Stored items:
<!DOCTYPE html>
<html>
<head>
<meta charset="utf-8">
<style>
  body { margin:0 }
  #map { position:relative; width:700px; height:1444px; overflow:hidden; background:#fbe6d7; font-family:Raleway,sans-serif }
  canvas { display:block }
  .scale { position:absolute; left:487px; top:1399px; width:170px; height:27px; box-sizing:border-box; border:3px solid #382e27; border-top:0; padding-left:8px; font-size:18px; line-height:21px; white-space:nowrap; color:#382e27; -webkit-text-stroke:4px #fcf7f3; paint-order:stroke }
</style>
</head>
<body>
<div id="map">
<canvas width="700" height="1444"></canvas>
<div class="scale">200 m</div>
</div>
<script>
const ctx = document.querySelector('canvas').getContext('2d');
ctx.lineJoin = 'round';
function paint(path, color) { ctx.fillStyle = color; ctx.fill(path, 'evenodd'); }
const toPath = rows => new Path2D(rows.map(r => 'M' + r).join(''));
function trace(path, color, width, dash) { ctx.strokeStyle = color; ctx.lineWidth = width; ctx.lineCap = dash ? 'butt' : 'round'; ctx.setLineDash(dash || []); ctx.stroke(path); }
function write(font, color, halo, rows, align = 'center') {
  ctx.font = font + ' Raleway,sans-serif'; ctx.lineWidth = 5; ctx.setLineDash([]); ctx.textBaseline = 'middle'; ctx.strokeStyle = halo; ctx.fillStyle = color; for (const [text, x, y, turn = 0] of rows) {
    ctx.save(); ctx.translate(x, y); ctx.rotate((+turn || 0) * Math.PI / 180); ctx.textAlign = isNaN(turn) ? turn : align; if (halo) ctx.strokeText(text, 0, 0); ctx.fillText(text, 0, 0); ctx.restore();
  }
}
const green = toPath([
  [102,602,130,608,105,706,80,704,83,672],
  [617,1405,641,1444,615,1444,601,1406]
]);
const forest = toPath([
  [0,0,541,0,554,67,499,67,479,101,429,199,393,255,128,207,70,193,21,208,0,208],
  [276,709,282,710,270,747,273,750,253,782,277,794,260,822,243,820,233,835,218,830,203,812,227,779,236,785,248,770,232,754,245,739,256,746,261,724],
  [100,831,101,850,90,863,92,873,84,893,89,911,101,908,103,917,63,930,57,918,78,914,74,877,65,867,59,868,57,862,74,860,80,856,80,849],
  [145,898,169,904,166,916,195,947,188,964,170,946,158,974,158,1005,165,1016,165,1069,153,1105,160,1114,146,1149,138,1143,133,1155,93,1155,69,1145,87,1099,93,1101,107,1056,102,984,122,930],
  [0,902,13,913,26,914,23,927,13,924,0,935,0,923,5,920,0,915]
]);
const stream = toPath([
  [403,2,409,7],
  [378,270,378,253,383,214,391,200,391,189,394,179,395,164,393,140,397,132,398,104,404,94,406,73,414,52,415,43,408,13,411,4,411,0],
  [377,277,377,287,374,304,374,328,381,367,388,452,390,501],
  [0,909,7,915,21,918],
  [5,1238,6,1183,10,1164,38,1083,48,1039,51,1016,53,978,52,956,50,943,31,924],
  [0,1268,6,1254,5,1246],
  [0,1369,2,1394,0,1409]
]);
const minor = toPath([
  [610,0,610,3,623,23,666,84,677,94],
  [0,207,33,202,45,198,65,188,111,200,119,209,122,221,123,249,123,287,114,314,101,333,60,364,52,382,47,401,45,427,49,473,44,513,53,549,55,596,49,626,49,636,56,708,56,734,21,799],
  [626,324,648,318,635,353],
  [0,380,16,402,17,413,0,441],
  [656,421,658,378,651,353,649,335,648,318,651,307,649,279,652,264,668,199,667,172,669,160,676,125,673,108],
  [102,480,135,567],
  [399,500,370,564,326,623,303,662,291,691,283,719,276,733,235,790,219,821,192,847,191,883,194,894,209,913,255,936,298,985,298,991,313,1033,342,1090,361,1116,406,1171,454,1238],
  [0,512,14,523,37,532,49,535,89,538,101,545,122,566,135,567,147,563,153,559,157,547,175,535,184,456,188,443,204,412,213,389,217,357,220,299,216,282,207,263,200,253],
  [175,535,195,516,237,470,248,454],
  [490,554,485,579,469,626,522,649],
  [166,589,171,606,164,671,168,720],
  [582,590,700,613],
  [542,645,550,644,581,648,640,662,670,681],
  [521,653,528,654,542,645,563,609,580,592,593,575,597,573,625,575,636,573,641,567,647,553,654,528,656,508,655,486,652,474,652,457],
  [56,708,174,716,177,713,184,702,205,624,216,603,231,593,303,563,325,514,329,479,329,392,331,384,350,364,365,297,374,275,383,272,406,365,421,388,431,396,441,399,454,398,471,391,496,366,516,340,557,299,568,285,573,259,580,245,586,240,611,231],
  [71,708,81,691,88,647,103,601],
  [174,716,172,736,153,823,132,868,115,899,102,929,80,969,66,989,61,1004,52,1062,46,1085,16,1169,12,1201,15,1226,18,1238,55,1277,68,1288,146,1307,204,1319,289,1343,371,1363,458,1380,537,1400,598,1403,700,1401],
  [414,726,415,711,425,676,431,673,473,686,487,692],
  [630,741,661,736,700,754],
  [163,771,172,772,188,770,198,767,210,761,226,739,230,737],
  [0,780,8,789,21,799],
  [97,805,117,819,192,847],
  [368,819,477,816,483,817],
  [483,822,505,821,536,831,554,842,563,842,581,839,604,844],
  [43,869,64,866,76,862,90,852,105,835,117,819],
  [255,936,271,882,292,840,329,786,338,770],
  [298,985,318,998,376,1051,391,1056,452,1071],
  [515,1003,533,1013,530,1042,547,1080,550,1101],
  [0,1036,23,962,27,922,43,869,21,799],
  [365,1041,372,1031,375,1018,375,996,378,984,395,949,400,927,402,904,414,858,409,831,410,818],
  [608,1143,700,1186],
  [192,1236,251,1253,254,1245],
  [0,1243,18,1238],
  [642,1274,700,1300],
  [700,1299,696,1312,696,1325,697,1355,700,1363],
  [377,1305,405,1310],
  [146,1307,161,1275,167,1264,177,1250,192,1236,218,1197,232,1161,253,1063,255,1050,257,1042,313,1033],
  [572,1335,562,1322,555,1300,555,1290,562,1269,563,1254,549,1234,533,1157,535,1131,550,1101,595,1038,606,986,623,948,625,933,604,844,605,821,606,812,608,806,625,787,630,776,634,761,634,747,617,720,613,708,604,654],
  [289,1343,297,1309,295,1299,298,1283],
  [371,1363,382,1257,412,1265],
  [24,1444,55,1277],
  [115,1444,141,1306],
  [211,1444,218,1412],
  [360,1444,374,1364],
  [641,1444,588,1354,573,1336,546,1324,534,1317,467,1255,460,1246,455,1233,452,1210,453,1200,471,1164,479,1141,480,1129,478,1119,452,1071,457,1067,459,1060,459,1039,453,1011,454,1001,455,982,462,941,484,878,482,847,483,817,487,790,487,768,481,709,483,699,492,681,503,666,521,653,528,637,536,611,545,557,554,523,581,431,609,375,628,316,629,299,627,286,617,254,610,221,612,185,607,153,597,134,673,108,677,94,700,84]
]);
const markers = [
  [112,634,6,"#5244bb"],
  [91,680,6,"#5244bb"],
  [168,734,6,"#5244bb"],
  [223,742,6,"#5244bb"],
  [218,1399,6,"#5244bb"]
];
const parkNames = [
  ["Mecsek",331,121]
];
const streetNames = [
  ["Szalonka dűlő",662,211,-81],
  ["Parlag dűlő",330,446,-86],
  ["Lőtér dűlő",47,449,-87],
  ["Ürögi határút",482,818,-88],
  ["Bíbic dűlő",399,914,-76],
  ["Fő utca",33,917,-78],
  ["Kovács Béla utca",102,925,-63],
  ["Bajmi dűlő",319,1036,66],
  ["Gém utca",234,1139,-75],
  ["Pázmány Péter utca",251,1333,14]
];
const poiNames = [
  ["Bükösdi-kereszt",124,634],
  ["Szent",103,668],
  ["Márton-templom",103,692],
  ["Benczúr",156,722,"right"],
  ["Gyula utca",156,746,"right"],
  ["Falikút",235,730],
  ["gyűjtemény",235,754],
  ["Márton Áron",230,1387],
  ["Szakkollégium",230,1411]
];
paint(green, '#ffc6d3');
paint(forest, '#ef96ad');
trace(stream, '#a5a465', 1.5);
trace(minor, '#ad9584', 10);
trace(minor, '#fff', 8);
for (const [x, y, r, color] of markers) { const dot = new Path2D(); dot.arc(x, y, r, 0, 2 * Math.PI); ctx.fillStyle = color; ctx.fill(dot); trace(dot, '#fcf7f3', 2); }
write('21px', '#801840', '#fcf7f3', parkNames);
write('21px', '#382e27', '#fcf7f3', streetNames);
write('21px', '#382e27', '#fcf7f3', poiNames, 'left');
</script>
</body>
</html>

WHAT YOU HAVE TO DO:
Return every line of the records in which the word "rows" is found.

ANSWER SPACE:
const toPath = rows => new Path2D(rows.map(r => 'M' + r).join(''));
function write(font, color, halo, rows, align = 'center') {
  ctx.font = font + ' Raleway,sans-serif'; ctx.lineWidth = 5; ctx.setLineDash([]); ctx.textBaseline = 'middle'; ctx.strokeStyle = halo; ctx.fillStyle = color; for (const [text, x, y, turn = 0] of rows) {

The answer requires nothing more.